*** Opening EXTRACTED INFORMATION ***
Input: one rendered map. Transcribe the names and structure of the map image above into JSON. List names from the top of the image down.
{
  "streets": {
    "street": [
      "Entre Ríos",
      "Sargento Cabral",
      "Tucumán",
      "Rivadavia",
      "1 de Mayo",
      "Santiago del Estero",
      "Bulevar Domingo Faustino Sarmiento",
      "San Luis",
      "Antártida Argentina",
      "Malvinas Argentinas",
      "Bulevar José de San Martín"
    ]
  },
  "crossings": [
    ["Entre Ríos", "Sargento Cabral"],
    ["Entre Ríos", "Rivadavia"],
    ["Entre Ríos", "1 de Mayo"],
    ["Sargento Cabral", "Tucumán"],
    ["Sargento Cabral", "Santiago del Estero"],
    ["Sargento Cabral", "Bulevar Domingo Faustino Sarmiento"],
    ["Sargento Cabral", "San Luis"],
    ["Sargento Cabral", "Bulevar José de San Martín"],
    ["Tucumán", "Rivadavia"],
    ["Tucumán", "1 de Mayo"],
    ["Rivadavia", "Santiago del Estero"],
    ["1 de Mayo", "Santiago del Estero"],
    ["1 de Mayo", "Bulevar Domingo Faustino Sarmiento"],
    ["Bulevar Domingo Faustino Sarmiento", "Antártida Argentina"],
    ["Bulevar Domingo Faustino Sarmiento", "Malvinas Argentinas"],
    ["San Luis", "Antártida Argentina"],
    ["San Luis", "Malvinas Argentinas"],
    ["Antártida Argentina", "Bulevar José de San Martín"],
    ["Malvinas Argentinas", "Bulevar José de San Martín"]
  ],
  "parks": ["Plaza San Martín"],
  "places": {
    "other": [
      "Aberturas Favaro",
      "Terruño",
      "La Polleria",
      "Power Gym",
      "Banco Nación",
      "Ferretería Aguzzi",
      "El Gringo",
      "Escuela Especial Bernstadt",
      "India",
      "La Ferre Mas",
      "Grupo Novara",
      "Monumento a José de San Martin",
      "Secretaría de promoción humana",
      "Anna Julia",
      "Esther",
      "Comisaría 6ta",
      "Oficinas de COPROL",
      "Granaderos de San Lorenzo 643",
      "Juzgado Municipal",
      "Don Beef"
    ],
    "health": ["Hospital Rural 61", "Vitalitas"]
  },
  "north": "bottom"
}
*** Closing EXTRACTED INFORMATION ***
ASSIGNMENT → Return all the lines shown above, word for word.

EXPECTED OUTPUT →
Input: one rendered map. Transcribe the names and structure of the map image above into JSON. List names from the top of the image down.
{
  "streets": {
    "street": [
      "Entre Ríos",
      "Sargento Cabral",
      "Tucumán",
      "Rivadavia",
      "1 de Mayo",
      "Santiago del Estero",
      "Bulevar Domingo Faustino Sarmiento",
      "San Luis",
      "Antártida Argentina",
      "Malvinas Argentinas",
      "Bulevar José de San Martín"
    ]
  },
  "crossings": [
    ["Entre Ríos", "Sargento Cabral"],
    ["Entre Ríos", "Rivadavia"],
    ["Entre Ríos", "1 de Mayo"],
    ["Sargento Cabral", "Tucumán"],
    ["Sargento Cabral", "Santiago del Estero"],
    ["Sargento Cabral", "Bulevar Domingo Faustino Sarmiento"],
    ["Sargento Cabral", "San Luis"],
    ["Sargento Cabral", "Bulevar José de San Martín"],
    ["Tucumán", "Rivadavia"],
    ["Tucumán", "1 de Mayo"],
    ["Rivadavia", "Santiago del Estero"],
    ["1 de Mayo", "Santiago del Estero"],
    ["1 de Mayo", "Bulevar Domingo Faustino Sarmiento"],
    ["Bulevar Domingo Faustino Sarmiento", "Antártida Argentina"],
    ["Bulevar Domingo Faustino Sarmiento", "Malvinas Argentinas"],
    ["San Luis", "Antártida Argentina"],
    ["San Luis", "Malvinas Argentinas"],
    ["Antártida Argentina", "Bulevar José de San Martín"],
    ["Malvinas Argentinas", "Bulevar José de San Martín"]
  ],
  "parks": ["Plaza San Martín"],
  "places": {
    "other": [
      "Aberturas Favaro",
      "Terruño",
      "La Polleria",
      "Power Gym",
      "Banco Nación",
      "Ferretería Aguzzi",
      "El Gringo",
      "Escuela Especial Bernstadt",
      "India",
      "La Ferre Mas",
      "Grupo Novara",
      "Monumento a José de San Martin",
      "Secretaría de promoción humana",
      "Anna Julia",
      "Esther",
      "Comisaría 6ta",
      "Oficinas de COPROL",
      "Granaderos de San Lorenzo 643",
      "Juzgado Municipal",
      "Don Beef"
    ],
    "health": ["Hospital Rural 61", "Vitalitas"]
  },
  "north": "bottom"
}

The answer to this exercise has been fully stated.